黒蜥蜴は変装の名人なのですから、男なのか女なのかわからないけど、そんなのどっちでいいくらいとにかく美貌がある!両性的なところが魅惑ポイントだと思っているのですが。
この役は女盗賊という面と19歳の兄を慕う純粋な少女という2面性があり、人の中に2人の人格がいてわかづらい。難しい設定になっています。
桜乃さんは、演技もうまいし、きれいだし、髪型も美しかったです。素敵です。ただやはり宝塚の娘役としては、黒蜥蜴はかなり冒険ですよね。

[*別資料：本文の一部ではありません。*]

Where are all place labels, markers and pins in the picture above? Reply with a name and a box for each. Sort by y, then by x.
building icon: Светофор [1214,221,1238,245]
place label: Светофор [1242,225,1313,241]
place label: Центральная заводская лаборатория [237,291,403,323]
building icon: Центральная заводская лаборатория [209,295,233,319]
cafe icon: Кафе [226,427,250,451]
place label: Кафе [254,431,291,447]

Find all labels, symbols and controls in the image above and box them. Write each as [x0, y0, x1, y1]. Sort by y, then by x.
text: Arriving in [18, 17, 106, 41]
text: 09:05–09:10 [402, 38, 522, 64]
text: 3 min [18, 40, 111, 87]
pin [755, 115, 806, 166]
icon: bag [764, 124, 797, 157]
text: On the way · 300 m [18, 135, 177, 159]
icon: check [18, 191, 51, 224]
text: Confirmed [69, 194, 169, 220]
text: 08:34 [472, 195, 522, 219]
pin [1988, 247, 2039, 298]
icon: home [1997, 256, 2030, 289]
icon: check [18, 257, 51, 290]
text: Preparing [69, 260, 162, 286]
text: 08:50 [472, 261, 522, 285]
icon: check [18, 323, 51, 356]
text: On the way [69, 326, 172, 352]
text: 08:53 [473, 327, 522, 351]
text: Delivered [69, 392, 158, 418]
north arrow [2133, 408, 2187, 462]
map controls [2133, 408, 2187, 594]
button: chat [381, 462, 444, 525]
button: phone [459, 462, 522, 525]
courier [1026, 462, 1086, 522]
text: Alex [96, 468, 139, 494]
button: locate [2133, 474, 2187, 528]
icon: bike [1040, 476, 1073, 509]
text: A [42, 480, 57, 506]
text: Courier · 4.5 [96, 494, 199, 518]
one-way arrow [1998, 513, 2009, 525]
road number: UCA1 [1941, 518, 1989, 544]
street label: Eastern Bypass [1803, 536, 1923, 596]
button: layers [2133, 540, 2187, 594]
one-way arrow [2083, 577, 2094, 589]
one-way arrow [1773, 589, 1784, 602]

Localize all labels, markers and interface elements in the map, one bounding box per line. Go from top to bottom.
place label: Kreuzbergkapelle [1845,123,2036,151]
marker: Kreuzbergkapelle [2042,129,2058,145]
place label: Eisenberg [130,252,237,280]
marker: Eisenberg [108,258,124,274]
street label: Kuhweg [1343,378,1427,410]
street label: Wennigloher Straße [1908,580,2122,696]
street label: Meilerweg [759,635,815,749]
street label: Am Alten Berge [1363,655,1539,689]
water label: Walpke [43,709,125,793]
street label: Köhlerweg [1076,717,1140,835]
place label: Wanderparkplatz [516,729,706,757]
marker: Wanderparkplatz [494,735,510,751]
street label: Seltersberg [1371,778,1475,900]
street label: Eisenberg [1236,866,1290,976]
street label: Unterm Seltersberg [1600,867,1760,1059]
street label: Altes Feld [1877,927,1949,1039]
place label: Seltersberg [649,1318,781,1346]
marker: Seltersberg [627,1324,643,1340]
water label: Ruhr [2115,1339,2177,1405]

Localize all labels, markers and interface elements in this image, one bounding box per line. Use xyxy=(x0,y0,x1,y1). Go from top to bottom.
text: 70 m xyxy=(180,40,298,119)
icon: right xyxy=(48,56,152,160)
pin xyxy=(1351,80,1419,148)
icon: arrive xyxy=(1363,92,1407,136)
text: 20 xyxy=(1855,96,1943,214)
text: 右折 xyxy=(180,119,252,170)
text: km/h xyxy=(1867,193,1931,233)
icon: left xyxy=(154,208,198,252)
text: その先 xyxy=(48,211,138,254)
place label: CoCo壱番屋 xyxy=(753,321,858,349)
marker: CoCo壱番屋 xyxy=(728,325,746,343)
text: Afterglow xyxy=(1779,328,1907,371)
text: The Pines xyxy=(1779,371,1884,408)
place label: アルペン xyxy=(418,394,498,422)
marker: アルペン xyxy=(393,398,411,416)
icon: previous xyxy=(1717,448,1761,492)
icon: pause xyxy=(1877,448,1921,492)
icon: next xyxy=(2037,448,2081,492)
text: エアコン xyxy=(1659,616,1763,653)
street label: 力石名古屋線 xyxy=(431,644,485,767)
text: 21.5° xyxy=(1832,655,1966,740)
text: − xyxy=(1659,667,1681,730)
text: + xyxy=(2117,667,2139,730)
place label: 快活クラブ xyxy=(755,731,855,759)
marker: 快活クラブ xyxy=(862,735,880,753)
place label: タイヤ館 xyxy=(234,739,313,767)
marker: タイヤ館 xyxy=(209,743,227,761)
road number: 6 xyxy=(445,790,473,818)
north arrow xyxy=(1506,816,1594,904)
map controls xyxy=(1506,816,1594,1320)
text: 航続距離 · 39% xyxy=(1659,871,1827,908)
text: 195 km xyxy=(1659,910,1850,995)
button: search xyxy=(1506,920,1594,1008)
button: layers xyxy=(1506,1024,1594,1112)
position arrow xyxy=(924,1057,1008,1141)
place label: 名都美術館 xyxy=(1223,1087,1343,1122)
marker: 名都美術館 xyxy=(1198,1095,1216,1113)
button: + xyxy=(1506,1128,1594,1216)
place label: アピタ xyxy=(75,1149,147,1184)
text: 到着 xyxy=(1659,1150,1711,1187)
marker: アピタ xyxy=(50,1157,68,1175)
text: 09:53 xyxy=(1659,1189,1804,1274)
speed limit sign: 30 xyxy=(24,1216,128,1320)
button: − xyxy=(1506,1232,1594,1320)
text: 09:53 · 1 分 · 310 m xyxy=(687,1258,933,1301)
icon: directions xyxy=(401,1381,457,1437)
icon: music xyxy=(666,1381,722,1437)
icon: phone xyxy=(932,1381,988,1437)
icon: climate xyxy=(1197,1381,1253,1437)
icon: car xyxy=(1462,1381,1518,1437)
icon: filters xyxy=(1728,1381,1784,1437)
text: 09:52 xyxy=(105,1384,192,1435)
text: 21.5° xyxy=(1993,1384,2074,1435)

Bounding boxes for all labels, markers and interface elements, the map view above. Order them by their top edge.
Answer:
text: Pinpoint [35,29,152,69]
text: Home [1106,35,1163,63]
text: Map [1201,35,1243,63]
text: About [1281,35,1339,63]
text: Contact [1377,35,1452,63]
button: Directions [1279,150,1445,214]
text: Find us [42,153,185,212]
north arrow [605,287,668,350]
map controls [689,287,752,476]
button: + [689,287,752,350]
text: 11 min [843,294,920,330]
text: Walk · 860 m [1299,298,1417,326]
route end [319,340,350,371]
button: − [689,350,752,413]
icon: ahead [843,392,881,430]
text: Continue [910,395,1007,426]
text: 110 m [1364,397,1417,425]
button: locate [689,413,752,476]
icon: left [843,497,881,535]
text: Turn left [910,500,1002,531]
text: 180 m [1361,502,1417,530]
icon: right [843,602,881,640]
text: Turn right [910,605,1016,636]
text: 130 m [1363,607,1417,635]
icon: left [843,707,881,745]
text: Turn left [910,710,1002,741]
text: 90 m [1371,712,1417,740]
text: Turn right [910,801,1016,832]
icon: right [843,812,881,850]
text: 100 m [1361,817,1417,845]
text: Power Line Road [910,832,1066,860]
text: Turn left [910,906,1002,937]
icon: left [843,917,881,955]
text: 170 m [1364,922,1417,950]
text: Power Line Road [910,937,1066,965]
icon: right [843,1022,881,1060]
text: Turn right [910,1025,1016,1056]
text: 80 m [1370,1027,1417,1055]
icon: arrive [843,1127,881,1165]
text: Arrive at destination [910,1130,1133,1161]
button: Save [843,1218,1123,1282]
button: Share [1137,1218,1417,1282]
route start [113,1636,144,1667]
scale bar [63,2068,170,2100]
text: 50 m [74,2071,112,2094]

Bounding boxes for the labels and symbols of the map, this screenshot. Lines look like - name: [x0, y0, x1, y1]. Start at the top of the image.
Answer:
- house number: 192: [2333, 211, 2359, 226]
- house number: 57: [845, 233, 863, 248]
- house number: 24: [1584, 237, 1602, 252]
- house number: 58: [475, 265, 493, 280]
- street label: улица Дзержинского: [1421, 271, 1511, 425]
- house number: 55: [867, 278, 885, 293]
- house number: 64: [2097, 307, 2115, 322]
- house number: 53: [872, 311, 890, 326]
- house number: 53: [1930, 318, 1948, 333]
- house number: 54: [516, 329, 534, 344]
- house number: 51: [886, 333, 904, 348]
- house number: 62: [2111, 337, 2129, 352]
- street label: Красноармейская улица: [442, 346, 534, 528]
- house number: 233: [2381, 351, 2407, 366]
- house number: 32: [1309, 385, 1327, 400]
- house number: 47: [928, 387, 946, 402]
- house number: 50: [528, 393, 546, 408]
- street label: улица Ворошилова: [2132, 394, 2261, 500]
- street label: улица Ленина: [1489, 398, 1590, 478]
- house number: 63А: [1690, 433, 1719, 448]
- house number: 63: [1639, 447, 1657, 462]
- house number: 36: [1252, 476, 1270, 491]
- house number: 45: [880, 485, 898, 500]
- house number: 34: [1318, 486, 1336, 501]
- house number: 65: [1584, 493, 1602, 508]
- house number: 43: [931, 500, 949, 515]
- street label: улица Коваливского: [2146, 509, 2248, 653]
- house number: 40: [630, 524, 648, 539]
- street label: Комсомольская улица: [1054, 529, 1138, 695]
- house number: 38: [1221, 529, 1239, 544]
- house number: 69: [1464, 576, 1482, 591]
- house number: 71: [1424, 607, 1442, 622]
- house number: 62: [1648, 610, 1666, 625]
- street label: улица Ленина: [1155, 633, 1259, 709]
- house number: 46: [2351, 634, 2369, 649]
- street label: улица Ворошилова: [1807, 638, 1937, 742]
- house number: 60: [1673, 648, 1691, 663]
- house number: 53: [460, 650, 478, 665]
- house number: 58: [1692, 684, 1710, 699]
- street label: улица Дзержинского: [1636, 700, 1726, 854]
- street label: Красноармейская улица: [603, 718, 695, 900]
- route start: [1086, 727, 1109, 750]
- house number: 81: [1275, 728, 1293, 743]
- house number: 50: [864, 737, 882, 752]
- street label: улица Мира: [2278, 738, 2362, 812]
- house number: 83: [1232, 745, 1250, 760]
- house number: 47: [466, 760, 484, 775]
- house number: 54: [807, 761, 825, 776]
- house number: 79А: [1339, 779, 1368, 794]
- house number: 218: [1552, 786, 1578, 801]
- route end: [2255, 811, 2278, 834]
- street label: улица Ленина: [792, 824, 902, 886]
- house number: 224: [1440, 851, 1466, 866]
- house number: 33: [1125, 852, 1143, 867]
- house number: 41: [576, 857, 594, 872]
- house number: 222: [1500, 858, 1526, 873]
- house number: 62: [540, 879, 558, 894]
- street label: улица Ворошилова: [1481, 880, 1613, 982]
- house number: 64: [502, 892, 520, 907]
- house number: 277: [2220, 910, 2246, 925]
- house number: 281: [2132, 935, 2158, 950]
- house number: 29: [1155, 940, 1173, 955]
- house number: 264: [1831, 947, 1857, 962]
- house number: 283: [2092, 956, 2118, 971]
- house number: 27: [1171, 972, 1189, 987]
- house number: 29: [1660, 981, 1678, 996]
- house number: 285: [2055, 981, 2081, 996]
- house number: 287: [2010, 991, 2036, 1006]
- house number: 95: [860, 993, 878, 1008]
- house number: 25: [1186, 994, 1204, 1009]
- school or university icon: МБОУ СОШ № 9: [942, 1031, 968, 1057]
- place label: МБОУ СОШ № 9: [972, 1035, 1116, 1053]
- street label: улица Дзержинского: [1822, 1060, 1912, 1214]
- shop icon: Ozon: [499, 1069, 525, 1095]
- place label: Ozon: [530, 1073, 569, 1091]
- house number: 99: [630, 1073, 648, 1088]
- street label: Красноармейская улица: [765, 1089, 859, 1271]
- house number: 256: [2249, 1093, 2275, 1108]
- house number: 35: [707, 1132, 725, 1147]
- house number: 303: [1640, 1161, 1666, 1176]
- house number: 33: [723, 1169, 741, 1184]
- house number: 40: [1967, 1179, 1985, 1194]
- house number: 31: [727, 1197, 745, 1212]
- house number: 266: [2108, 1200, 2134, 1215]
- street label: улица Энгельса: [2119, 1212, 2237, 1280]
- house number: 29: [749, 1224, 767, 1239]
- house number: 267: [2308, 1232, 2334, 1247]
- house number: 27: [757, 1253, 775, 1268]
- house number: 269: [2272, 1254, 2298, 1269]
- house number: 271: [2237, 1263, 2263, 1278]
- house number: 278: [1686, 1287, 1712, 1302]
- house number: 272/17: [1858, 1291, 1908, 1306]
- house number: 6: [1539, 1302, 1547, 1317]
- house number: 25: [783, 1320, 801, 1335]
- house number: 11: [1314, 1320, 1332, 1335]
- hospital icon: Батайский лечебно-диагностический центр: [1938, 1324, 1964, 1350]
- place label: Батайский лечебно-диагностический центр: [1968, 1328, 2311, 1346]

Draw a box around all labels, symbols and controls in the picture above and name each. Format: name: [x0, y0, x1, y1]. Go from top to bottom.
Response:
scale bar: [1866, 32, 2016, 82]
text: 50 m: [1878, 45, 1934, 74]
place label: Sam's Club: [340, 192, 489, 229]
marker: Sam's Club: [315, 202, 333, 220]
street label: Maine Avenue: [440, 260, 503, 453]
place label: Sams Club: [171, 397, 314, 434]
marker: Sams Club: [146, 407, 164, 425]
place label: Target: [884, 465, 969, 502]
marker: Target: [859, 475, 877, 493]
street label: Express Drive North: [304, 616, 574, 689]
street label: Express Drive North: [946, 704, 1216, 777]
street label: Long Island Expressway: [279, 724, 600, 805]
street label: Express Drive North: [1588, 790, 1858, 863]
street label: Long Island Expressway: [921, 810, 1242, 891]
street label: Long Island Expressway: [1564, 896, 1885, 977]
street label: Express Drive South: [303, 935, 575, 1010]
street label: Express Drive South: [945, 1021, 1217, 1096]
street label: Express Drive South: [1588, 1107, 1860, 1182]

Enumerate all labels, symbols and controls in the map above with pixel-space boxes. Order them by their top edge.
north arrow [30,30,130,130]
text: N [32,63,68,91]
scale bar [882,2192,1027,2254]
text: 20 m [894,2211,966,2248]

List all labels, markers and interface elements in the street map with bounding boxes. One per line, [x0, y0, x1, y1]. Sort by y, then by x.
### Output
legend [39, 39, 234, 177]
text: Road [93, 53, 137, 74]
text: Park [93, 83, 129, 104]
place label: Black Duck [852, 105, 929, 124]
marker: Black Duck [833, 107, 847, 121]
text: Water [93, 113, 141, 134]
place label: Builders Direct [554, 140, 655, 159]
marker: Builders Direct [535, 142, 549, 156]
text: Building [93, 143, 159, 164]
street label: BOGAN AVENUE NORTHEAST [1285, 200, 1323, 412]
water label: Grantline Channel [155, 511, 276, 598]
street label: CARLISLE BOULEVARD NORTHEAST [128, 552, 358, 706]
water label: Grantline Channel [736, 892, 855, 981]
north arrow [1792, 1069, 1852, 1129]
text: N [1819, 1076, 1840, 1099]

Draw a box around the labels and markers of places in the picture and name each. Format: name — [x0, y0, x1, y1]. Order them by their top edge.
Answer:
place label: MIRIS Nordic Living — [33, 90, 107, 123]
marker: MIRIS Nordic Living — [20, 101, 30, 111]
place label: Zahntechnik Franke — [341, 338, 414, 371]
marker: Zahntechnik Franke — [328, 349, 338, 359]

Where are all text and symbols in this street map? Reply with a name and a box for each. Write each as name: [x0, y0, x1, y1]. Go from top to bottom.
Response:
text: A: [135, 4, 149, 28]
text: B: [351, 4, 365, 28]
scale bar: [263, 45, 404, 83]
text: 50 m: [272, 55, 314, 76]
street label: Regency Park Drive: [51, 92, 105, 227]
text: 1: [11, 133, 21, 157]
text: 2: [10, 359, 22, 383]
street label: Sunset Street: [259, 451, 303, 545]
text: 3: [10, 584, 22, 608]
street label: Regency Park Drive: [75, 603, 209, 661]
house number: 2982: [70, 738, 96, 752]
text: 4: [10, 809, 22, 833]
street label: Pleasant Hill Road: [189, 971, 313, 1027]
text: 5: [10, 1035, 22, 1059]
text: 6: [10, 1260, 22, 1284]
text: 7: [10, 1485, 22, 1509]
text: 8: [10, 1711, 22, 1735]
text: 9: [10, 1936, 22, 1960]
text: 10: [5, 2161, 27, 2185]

以下、大好きな美輪黒蜥蜴のセリフです。男装してホテルから逃げる場面です。ソフト帽にトレンチコートで鏡に向かいこう言うのです。
これなら大丈夫逃げられるわ。
誰も私とわかりゃしない。そもそも本当の私なんていないんだから。
ねえ、鏡のなかの紳士。明智ってすばらしいと思わない?
そこらに沢山いる男とちがって、あの男だけが私にふさわしい。
でも、これが恋だとしたら、明智に恋しているのはどの私なの?
返事をしないのね。
それならいいわ。
また明日、別の鏡に映る別の私に訊くとしましょう。じゃ、さよなら。
このようにかっこいい黒蜥蜴をイメージしていたので、桜乃さんの設定はちょいと物足りない感じでした。
桜乃黒蜥蜴さんのこのセリフは素敵でした。
明智(春野寿美礼)
春野さんの舞台は観たことがなかったのですが、水夏希さんに似ているような。
黒蜥蜴が明智のどこに惚れたのか?長身だから?ハンサムだから?兄の面影を見ているから?一目見て、言葉を交わして、天下の女盗賊が一人の男性に惹かれた何かをもっと表してほしかったです。
明智の、不思議な胸のときめきも表現は難しいですね。
変装して船に乗り込み、黒蜥蜴と二人きりの場面で彼女に抱き付かれた時のお顔はよかったです。